=== Begin Enclosure ===
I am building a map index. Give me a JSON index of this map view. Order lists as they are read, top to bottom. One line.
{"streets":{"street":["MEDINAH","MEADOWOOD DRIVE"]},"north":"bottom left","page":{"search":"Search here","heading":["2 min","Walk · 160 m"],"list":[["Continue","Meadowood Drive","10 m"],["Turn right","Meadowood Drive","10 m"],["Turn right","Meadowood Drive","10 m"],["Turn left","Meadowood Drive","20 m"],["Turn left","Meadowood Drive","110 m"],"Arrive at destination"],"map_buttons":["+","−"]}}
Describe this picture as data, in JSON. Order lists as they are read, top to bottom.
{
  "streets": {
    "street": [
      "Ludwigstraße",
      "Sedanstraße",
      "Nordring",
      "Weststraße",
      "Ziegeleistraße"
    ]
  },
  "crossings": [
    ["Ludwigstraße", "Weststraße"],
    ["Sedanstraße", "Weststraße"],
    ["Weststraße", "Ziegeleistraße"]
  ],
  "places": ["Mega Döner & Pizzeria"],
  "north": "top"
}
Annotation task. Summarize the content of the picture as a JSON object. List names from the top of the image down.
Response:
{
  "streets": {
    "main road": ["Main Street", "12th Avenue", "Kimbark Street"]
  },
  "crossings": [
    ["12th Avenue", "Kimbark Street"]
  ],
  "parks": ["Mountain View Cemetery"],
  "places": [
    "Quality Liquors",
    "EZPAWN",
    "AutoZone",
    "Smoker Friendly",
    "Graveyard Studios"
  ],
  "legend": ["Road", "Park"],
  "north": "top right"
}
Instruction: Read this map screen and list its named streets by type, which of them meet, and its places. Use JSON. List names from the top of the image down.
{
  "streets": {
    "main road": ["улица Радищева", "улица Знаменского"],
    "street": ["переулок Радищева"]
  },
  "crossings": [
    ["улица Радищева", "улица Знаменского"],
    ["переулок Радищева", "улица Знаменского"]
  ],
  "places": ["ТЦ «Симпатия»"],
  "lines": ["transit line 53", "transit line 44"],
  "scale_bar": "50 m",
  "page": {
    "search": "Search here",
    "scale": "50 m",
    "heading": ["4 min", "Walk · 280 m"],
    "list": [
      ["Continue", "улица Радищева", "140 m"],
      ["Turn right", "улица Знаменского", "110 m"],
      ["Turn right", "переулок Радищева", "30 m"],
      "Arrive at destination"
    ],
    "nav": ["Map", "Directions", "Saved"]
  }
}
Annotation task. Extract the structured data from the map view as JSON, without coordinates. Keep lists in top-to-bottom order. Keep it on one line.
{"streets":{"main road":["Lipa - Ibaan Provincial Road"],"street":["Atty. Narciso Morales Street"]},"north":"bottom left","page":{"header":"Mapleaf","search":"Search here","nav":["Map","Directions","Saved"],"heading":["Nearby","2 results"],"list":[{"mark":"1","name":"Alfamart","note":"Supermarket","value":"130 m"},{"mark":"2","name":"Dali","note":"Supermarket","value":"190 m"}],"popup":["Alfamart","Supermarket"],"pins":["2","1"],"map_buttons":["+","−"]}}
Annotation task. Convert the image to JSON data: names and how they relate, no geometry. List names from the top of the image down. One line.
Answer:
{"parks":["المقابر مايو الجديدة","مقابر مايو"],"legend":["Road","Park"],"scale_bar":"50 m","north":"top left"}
=== End Enclosure ===
Copy out the data shown above without altering anything.

# SOLVED EXERCISE
I am building a map index. Give me a JSON index of this map view. Order lists as they are read, top to bottom. One line.
{"streets":{"street":["MEDINAH","MEADOWOOD DRIVE"]},"north":"bottom left","page":{"search":"Search here","heading":["2 min","Walk · 160 m"],"list":[["Continue","Meadowood Drive","10 m"],["Turn right","Meadowood Drive","10 m"],["Turn right","Meadowood Drive","10 m"],["Turn left","Meadowood Drive","20 m"],["Turn left","Meadowood Drive","110 m"],"Arrive at destination"],"map_buttons":["+","−"]}}
Describe this picture as data, in JSON. Order lists as they are read, top to bottom.
{
  "streets": {
    "street": [
      "Ludwigstraße",
      "Sedanstraße",
      "Nordring",
      "Weststraße",
      "Ziegeleistraße"
    ]
  },
  "crossings": [
    ["Ludwigstraße", "Weststraße"],
    ["Sedanstraße", "Weststraße"],
    ["Weststraße", "Ziegeleistraße"]
  ],
  "places": ["Mega Döner & Pizzeria"],
  "north": "top"
}
Annotation task. Summarize the content of the picture as a JSON object. List names from the top of the image down.
Response:
{
  "streets": {
    "main road": ["Main Street", "12th Avenue", "Kimbark Street"]
  },
  "crossings": [
    ["12th Avenue", "Kimbark Street"]
  ],
  "parks": ["Mountain View Cemetery"],
  "places": [
    "Quality Liquors",
    "EZPAWN",
    "AutoZone",
    "Smoker Friendly",
    "Graveyard Studios"
  ],
  "legend": ["Road", "Park"],
  "north": "top right"
}
Instruction: Read this map screen and list its named streets by type, which of them meet, and its places. Use JSON. List names from the top of the image down.
{
  "streets": {
    "main road": ["улица Радищева", "улица Знаменского"],
    "street": ["переулок Радищева"]
  },
  "crossings": [
    ["улица Радищева", "улица Знаменского"],
    ["переулок Радищева", "улица Знаменского"]
  ],
  "places": ["ТЦ «Симпатия»"],
  "lines": ["transit line 53", "transit line 44"],
  "scale_bar": "50 m",
  "page": {
    "search": "Search here",
    "scale": "50 m",
    "heading": ["4 min", "Walk · 280 m"],
    "list": [
      ["Continue", "улица Радищева", "140 m"],
      ["Turn right", "улица Знаменского", "110 m"],
      ["Turn right", "переулок Радищева", "30 m"],
      "Arrive at destination"
    ],
    "nav": ["Map", "Directions", "Saved"]
  }
}
Annotation task. Extract the structured data from the map view as JSON, without coordinates. Keep lists in top-to-bottom order. Keep it on one line.
{"streets":{"main road":["Lipa - Ibaan Provincial Road"],"street":["Atty. Narciso Morales Street"]},"north":"bottom left","page":{"header":"Mapleaf","search":"Search here","nav":["Map","Directions","Saved"],"heading":["Nearby","2 results"],"list":[{"mark":"1","name":"Alfamart","note":"Supermarket","value":"130 m"},{"mark":"2","name":"Dali","note":"Supermarket","value":"190 m"}],"popup":["Alfamart","Supermarket"],"pins":["2","1"],"map_buttons":["+","−"]}}
Annotation task. Convert the image to JSON data: names and how they relate, no geometry. List names from the top of the image down. One line.
Answer:
{"parks":["المقابر مايو الجديدة","مقابر مايو"],"legend":["Road","Park"],"scale_bar":"50 m","north":"top left"}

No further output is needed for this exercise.